RECORDS PROVIDED:
--

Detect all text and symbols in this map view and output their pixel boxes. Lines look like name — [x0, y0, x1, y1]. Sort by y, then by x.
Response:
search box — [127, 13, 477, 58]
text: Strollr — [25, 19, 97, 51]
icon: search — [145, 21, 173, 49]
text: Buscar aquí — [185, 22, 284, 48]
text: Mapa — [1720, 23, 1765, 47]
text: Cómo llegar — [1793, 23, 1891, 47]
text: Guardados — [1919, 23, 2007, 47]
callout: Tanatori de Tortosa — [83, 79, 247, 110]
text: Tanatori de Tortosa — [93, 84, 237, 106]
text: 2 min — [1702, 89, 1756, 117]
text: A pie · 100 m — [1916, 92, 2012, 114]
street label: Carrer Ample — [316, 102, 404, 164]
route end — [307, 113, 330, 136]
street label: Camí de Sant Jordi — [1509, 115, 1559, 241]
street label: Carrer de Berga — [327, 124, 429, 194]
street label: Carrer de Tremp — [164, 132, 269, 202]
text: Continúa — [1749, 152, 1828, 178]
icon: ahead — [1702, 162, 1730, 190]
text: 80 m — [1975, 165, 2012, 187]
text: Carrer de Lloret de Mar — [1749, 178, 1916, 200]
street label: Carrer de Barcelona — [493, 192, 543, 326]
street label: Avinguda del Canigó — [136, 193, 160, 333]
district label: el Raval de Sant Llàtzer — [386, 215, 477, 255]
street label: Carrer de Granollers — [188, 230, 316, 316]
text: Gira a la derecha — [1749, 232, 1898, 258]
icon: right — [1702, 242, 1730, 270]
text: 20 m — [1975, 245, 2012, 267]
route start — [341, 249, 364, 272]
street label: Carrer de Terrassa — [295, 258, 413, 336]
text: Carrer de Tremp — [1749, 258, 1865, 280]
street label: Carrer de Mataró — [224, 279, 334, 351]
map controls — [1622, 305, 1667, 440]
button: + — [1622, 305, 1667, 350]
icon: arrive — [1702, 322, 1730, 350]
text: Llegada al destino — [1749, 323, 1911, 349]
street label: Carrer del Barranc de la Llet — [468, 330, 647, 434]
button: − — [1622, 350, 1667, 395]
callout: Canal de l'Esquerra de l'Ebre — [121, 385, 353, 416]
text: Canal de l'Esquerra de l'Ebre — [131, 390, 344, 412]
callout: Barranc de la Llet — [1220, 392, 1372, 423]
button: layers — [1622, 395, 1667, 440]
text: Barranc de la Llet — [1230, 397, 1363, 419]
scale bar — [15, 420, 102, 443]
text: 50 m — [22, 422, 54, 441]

--

EXERCISE DESCRIPTION:
Once more, write out all the data exactly.

ANSWER SPACE:
Detect all text and symbols in this map view and output their pixel boxes. Lines look like name — [x0, y0, x1, y1]. Sort by y, then by x.
Response:
search box — [127, 13, 477, 58]
text: Strollr — [25, 19, 97, 51]
icon: search — [145, 21, 173, 49]
text: Buscar aquí — [185, 22, 284, 48]
text: Mapa — [1720, 23, 1765, 47]
text: Cómo llegar — [1793, 23, 1891, 47]
text: Guardados — [1919, 23, 2007, 47]
callout: Tanatori de Tortosa — [83, 79, 247, 110]
text: Tanatori de Tortosa — [93, 84, 237, 106]
text: 2 min — [1702, 89, 1756, 117]
text: A pie · 100 m — [1916, 92, 2012, 114]
street label: Carrer Ample — [316, 102, 404, 164]
route end — [307, 113, 330, 136]
street label: Camí de Sant Jordi — [1509, 115, 1559, 241]
street label: Carrer de Berga — [327, 124, 429, 194]
street label: Carrer de Tremp — [164, 132, 269, 202]
text: Continúa — [1749, 152, 1828, 178]
icon: ahead — [1702, 162, 1730, 190]
text: 80 m — [1975, 165, 2012, 187]
text: Carrer de Lloret de Mar — [1749, 178, 1916, 200]
street label: Carrer de Barcelona — [493, 192, 543, 326]
street label: Avinguda del Canigó — [136, 193, 160, 333]
district label: el Raval de Sant Llàtzer — [386, 215, 477, 255]
street label: Carrer de Granollers — [188, 230, 316, 316]
text: Gira a la derecha — [1749, 232, 1898, 258]
icon: right — [1702, 242, 1730, 270]
text: 20 m — [1975, 245, 2012, 267]
route start — [341, 249, 364, 272]
street label: Carrer de Terrassa — [295, 258, 413, 336]
text: Carrer de Tremp — [1749, 258, 1865, 280]
street label: Carrer de Mataró — [224, 279, 334, 351]
map controls — [1622, 305, 1667, 440]
button: + — [1622, 305, 1667, 350]
icon: arrive — [1702, 322, 1730, 350]
text: Llegada al destino — [1749, 323, 1911, 349]
street label: Carrer del Barranc de la Llet — [468, 330, 647, 434]
button: − — [1622, 350, 1667, 395]
callout: Canal de l'Esquerra de l'Ebre — [121, 385, 353, 416]
text: Canal de l'Esquerra de l'Ebre — [131, 390, 344, 412]
callout: Barranc de la Llet — [1220, 392, 1372, 423]
button: layers — [1622, 395, 1667, 440]
text: Barranc de la Llet — [1230, 397, 1363, 419]
scale bar — [15, 420, 102, 443]
text: 50 m — [22, 422, 54, 441]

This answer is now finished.